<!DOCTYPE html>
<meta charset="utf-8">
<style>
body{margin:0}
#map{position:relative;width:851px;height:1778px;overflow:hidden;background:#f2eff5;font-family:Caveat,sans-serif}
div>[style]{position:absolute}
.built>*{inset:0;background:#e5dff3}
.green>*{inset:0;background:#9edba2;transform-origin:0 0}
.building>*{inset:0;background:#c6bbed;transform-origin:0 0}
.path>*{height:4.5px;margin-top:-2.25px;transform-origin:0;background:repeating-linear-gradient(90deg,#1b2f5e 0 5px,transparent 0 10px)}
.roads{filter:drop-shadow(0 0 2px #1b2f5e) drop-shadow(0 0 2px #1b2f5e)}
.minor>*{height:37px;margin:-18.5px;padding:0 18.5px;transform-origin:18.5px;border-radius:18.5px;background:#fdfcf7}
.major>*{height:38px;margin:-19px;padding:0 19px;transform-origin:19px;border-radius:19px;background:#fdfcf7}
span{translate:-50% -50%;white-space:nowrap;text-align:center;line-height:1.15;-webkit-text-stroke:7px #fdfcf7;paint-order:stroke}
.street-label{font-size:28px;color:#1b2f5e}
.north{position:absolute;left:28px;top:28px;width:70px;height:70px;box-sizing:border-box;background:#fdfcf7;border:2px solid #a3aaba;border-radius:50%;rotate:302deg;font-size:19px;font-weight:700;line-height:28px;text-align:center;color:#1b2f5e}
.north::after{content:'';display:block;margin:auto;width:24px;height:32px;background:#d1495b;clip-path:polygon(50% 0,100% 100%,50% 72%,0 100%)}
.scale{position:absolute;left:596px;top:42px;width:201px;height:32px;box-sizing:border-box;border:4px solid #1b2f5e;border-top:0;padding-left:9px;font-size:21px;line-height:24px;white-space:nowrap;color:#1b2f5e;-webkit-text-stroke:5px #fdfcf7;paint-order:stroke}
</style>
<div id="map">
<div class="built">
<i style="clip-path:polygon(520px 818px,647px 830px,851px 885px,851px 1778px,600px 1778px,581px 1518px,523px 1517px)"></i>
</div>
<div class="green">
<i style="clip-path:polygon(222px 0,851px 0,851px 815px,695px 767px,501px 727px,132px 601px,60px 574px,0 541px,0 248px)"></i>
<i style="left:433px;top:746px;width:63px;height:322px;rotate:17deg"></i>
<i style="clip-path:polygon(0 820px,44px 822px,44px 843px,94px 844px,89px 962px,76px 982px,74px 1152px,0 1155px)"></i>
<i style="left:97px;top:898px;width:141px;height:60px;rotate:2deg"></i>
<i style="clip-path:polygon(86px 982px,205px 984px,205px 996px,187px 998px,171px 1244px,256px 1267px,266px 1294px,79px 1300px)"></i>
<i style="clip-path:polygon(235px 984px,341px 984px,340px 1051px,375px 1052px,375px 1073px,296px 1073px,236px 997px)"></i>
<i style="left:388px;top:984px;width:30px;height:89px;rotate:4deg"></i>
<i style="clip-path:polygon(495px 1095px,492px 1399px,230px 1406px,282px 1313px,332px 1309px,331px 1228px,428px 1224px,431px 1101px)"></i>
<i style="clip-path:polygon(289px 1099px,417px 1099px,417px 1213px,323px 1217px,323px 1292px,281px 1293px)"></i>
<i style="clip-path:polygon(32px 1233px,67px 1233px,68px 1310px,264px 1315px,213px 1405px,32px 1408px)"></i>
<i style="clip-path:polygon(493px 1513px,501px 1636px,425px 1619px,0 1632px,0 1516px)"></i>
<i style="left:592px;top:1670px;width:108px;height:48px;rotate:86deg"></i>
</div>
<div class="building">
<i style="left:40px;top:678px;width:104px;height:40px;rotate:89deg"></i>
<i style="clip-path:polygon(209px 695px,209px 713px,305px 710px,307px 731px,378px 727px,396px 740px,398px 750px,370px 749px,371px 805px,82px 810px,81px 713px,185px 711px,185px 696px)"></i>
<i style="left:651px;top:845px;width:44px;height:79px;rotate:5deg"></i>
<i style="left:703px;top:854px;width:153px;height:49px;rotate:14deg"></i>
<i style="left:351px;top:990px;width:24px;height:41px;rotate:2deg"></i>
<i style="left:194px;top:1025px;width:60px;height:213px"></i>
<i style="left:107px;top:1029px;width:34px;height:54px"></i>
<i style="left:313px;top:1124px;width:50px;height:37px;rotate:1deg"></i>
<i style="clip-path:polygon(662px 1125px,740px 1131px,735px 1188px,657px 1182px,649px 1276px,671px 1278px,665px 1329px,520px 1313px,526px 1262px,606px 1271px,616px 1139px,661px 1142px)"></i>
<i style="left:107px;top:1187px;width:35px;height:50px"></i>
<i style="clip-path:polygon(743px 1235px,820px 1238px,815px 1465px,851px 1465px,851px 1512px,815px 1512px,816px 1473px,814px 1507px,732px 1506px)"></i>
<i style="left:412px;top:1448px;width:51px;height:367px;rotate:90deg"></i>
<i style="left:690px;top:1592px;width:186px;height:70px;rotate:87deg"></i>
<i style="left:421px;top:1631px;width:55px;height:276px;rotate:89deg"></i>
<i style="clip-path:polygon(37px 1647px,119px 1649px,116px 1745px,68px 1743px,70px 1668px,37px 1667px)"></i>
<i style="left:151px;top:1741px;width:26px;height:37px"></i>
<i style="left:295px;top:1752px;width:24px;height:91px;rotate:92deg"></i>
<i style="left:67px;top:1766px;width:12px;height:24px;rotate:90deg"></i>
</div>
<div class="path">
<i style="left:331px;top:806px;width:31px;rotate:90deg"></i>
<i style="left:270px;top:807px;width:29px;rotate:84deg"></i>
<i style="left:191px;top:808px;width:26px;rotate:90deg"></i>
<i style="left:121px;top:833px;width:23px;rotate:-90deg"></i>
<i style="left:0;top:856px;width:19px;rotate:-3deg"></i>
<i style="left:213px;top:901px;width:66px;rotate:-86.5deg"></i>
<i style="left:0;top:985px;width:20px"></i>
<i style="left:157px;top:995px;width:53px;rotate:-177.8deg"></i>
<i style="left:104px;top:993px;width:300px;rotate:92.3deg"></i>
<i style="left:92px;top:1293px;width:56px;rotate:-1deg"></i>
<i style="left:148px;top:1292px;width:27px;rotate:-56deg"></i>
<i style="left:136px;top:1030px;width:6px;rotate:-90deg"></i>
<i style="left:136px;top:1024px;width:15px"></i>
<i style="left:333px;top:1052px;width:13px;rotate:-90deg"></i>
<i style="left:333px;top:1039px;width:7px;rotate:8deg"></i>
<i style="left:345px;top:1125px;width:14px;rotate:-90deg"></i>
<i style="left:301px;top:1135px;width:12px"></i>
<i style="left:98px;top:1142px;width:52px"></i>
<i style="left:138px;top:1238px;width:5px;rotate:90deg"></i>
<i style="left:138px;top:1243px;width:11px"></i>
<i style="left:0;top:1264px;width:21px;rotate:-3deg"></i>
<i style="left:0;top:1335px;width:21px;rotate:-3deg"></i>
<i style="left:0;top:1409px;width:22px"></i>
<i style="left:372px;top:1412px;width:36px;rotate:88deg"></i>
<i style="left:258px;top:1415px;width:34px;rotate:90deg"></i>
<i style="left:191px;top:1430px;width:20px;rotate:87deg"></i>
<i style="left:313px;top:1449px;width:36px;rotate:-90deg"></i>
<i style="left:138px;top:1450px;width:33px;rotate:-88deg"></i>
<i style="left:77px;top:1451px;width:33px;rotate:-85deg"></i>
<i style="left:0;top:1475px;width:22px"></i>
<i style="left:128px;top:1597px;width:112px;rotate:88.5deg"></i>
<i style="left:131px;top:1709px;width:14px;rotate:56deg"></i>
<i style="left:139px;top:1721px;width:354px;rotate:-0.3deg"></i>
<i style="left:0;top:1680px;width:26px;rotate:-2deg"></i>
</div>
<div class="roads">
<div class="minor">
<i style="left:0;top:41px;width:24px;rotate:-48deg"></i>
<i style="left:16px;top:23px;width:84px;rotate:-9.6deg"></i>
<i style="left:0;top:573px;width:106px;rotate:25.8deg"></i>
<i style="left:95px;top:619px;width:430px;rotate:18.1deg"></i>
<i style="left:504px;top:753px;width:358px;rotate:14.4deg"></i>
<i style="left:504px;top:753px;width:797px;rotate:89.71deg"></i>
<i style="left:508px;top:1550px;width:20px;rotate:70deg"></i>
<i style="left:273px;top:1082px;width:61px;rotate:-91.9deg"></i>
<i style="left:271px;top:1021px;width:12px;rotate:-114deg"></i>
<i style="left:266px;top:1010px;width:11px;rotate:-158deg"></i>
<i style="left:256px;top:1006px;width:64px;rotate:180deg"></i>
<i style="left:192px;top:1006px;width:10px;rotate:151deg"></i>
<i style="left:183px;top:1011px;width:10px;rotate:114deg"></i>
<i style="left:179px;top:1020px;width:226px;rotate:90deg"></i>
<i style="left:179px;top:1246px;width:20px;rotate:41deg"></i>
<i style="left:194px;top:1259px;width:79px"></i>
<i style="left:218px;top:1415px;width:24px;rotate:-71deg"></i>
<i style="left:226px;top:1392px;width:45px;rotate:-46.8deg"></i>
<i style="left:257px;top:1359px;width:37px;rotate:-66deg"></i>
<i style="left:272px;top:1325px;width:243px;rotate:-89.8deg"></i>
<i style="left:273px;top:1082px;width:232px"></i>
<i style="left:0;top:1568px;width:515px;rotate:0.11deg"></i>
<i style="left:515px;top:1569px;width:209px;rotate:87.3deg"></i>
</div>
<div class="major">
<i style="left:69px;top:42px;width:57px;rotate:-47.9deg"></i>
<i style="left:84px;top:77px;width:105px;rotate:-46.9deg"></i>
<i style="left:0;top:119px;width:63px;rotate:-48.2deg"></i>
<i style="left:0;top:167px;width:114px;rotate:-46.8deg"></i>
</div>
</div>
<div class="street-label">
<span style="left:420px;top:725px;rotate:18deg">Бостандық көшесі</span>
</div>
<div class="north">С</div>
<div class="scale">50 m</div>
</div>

★ ★ ★

Task ▸
Copy each line of the records containing the string "green".

Task answer ▸
.green>*{inset:0;background:#9edba2;transform-origin:0 0}
<div class="green">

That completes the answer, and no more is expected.